** DATASET EXCERPTS follows **

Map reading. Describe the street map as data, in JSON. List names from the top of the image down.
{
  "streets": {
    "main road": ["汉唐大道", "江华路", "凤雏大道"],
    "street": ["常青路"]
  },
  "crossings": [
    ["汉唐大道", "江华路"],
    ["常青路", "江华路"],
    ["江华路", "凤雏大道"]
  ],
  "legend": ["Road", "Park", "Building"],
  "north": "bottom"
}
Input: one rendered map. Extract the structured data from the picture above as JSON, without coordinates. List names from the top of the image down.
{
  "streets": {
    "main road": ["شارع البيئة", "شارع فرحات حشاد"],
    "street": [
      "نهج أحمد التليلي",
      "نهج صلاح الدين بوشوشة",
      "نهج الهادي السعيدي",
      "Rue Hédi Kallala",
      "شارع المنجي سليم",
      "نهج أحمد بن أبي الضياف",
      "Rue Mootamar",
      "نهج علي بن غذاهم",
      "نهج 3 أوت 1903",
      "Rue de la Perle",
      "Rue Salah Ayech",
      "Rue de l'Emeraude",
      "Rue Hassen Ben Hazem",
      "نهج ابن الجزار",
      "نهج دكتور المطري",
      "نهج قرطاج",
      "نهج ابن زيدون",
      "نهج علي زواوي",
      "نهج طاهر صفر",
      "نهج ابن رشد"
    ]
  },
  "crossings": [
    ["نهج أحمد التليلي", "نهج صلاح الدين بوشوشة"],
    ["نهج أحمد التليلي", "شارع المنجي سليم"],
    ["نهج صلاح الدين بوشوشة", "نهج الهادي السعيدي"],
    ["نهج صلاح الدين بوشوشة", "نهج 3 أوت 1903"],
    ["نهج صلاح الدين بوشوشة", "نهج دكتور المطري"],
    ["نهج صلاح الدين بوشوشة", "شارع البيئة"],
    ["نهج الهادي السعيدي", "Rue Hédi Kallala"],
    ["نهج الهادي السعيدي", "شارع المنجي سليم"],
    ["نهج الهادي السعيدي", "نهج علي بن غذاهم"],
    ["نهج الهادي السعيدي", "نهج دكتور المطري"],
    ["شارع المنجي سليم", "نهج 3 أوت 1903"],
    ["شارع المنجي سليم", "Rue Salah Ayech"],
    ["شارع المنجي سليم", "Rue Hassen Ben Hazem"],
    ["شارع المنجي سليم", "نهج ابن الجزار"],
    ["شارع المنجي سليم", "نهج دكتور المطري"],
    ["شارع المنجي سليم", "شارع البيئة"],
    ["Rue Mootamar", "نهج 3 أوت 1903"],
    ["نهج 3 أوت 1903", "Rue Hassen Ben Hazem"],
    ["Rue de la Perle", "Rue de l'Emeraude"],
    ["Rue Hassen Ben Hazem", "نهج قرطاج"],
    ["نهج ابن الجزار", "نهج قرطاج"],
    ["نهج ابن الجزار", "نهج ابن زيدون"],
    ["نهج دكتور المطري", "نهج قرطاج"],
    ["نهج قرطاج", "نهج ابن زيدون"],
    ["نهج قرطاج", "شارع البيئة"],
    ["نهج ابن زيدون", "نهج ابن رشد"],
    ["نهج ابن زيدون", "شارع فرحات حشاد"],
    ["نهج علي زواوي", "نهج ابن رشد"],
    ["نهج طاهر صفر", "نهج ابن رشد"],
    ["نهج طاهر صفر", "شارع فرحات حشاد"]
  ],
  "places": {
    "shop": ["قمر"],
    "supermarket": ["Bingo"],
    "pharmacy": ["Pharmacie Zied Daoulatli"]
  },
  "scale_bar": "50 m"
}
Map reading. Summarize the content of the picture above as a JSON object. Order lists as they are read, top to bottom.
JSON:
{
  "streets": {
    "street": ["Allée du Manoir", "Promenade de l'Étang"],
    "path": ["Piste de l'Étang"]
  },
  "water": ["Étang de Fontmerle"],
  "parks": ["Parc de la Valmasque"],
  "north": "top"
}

** End of DATASET EXCERPTS **

§ **TASK DETAILS**:
An exact transcript of all the records is the expected result.

§ **PROBLEM SOLUTION**:
Map reading. Describe the street map as data, in JSON. List names from the top of the image down.
{
  "streets": {
    "main road": ["汉唐大道", "江华路", "凤雏大道"],
    "street": ["常青路"]
  },
  "crossings": [
    ["汉唐大道", "江华路"],
    ["常青路", "江华路"],
    ["江华路", "凤雏大道"]
  ],
  "legend": ["Road", "Park", "Building"],
  "north": "bottom"
}
Input: one rendered map. Extract the structured data from the picture above as JSON, without coordinates. List names from the top of the image down.
{
  "streets": {
    "main road": ["شارع البيئة", "شارع فرحات حشاد"],
    "street": [
      "نهج أحمد التليلي",
      "نهج صلاح الدين بوشوشة",
      "نهج الهادي السعيدي",
      "Rue Hédi Kallala",
      "شارع المنجي سليم",
      "نهج أحمد بن أبي الضياف",
      "Rue Mootamar",
      "نهج علي بن غذاهم",
      "نهج 3 أوت 1903",
      "Rue de la Perle",
      "Rue Salah Ayech",
      "Rue de l'Emeraude",
      "Rue Hassen Ben Hazem",
      "نهج ابن الجزار",
      "نهج دكتور المطري",
      "نهج قرطاج",
      "نهج ابن زيدون",
      "نهج علي زواوي",
      "نهج طاهر صفر",
      "نهج ابن رشد"
    ]
  },
  "crossings": [
    ["نهج أحمد التليلي", "نهج صلاح الدين بوشوشة"],
    ["نهج أحمد التليلي", "شارع المنجي سليم"],
    ["نهج صلاح الدين بوشوشة", "نهج الهادي السعيدي"],
    ["نهج صلاح الدين بوشوشة", "نهج 3 أوت 1903"],
    ["نهج صلاح الدين بوشوشة", "نهج دكتور المطري"],
    ["نهج صلاح الدين بوشوشة", "شارع البيئة"],
    ["نهج الهادي السعيدي", "Rue Hédi Kallala"],
    ["نهج الهادي السعيدي", "شارع المنجي سليم"],
    ["نهج الهادي السعيدي", "نهج علي بن غذاهم"],
    ["نهج الهادي السعيدي", "نهج دكتور المطري"],
    ["شارع المنجي سليم", "نهج 3 أوت 1903"],
    ["شارع المنجي سليم", "Rue Salah Ayech"],
    ["شارع المنجي سليم", "Rue Hassen Ben Hazem"],
    ["شارع المنجي سليم", "نهج ابن الجزار"],
    ["شارع المنجي سليم", "نهج دكتور المطري"],
    ["شارع المنجي سليم", "شارع البيئة"],
    ["Rue Mootamar", "نهج 3 أوت 1903"],
    ["نهج 3 أوت 1903", "Rue Hassen Ben Hazem"],
    ["Rue de la Perle", "Rue de l'Emeraude"],
    ["Rue Hassen Ben Hazem", "نهج قرطاج"],
    ["نهج ابن الجزار", "نهج قرطاج"],
    ["نهج ابن الجزار", "نهج ابن زيدون"],
    ["نهج دكتور المطري", "نهج قرطاج"],
    ["نهج قرطاج", "نهج ابن زيدون"],
    ["نهج قرطاج", "شارع البيئة"],
    ["نهج ابن زيدون", "نهج ابن رشد"],
    ["نهج ابن زيدون", "شارع فرحات حشاد"],
    ["نهج علي زواوي", "نهج ابن رشد"],
    ["نهج طاهر صفر", "نهج ابن رشد"],
    ["نهج طاهر صفر", "شارع فرحات حشاد"]
  ],
  "places": {
    "shop": ["قمر"],
    "supermarket": ["Bingo"],
    "pharmacy": ["Pharmacie Zied Daoulatli"]
  },
  "scale_bar": "50 m"
}
Map reading. Summarize the content of the picture above as a JSON object. Order lists as they are read, top to bottom.
JSON:
{
  "streets": {
    "street": ["Allée du Manoir", "Promenade de l'Étang"],
    "path": ["Piste de l'Étang"]
  },
  "water": ["Étang de Fontmerle"],
  "parks": ["Parc de la Valmasque"],
  "north": "top"
}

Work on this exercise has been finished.